**Saved data entries:**
►

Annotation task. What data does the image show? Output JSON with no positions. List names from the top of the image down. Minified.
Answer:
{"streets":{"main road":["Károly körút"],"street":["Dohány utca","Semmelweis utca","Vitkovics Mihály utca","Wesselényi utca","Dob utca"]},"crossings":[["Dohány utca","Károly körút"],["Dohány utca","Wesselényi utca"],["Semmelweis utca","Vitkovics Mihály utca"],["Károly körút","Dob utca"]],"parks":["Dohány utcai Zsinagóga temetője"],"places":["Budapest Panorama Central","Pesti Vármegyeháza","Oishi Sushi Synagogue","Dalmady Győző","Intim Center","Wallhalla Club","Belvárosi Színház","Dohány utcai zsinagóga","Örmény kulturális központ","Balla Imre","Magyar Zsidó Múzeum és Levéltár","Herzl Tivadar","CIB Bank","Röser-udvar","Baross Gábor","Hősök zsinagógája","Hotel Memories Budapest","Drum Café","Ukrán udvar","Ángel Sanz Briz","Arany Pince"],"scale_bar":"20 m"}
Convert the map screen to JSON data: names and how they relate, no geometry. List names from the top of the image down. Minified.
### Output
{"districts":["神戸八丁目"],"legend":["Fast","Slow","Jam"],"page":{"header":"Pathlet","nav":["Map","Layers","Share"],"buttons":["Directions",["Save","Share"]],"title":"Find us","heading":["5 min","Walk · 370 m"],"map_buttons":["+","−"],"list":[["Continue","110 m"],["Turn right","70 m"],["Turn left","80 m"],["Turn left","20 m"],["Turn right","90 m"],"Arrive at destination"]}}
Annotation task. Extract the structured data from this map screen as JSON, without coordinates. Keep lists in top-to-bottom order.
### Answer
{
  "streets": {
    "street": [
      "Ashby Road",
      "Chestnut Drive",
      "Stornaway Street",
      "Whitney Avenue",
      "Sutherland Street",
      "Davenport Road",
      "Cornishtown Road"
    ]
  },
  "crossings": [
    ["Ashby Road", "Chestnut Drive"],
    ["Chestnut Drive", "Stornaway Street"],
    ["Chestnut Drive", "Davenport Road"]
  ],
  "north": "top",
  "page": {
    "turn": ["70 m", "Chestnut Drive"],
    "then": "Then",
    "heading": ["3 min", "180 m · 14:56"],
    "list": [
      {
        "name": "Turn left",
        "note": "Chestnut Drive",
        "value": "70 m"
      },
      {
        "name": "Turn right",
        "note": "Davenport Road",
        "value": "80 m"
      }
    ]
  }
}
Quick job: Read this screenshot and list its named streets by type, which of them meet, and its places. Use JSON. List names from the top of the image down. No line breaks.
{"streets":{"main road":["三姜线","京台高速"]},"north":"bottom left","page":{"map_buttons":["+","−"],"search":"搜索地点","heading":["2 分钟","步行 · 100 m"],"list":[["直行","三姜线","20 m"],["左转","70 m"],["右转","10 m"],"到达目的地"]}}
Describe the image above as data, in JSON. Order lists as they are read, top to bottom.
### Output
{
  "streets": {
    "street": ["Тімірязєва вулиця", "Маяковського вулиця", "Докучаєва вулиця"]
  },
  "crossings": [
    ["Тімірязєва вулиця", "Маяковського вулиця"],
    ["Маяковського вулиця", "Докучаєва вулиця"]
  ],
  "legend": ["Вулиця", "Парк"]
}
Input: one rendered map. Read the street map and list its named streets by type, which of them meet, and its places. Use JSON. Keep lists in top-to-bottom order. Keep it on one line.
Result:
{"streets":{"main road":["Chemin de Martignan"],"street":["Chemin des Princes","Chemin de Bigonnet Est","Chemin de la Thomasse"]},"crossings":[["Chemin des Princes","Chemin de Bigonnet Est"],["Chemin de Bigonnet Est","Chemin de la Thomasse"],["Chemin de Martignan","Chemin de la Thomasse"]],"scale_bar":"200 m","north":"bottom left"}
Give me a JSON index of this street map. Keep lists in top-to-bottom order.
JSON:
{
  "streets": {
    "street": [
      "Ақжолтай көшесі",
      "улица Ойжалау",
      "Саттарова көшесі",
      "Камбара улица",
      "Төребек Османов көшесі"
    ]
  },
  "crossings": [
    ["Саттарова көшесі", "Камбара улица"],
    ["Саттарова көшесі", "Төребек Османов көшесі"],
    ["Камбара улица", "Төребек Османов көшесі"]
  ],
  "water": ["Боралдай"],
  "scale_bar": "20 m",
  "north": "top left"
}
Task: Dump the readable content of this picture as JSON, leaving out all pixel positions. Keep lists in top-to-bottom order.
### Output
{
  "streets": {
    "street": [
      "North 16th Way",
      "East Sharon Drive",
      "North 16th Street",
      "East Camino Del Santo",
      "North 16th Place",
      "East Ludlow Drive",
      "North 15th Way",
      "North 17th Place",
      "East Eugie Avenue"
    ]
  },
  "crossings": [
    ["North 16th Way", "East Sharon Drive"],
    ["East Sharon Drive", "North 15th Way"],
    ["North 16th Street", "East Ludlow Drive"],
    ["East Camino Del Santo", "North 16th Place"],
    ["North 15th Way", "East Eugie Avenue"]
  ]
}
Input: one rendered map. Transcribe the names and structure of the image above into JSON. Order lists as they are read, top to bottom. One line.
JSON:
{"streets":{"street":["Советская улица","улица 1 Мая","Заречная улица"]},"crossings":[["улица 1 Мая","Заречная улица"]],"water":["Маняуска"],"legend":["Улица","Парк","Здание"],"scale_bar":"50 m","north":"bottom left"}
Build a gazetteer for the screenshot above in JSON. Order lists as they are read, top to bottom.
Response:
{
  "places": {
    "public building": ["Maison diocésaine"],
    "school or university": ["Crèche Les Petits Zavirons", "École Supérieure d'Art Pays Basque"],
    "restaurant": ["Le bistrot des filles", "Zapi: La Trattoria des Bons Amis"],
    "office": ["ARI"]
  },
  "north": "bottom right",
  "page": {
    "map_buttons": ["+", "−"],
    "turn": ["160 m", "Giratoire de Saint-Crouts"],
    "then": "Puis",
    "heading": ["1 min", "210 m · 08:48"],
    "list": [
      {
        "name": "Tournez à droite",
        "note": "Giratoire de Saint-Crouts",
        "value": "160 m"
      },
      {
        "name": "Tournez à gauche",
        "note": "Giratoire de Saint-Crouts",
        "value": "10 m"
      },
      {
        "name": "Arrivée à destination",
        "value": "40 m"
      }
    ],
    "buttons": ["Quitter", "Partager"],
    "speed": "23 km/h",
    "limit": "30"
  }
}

◄

**WORK TASK:** In the records, which lines use the word "Input"? Report them.

**RESPONSE AREA:**
Input: one rendered map. Read the street map and list its named streets by type, which of them meet, and its places. Use JSON. Keep lists in top-to-bottom order. Keep it on one line.
Input: one rendered map. Transcribe the names and structure of the image above into JSON. Order lists as they are read, top to bottom. One line.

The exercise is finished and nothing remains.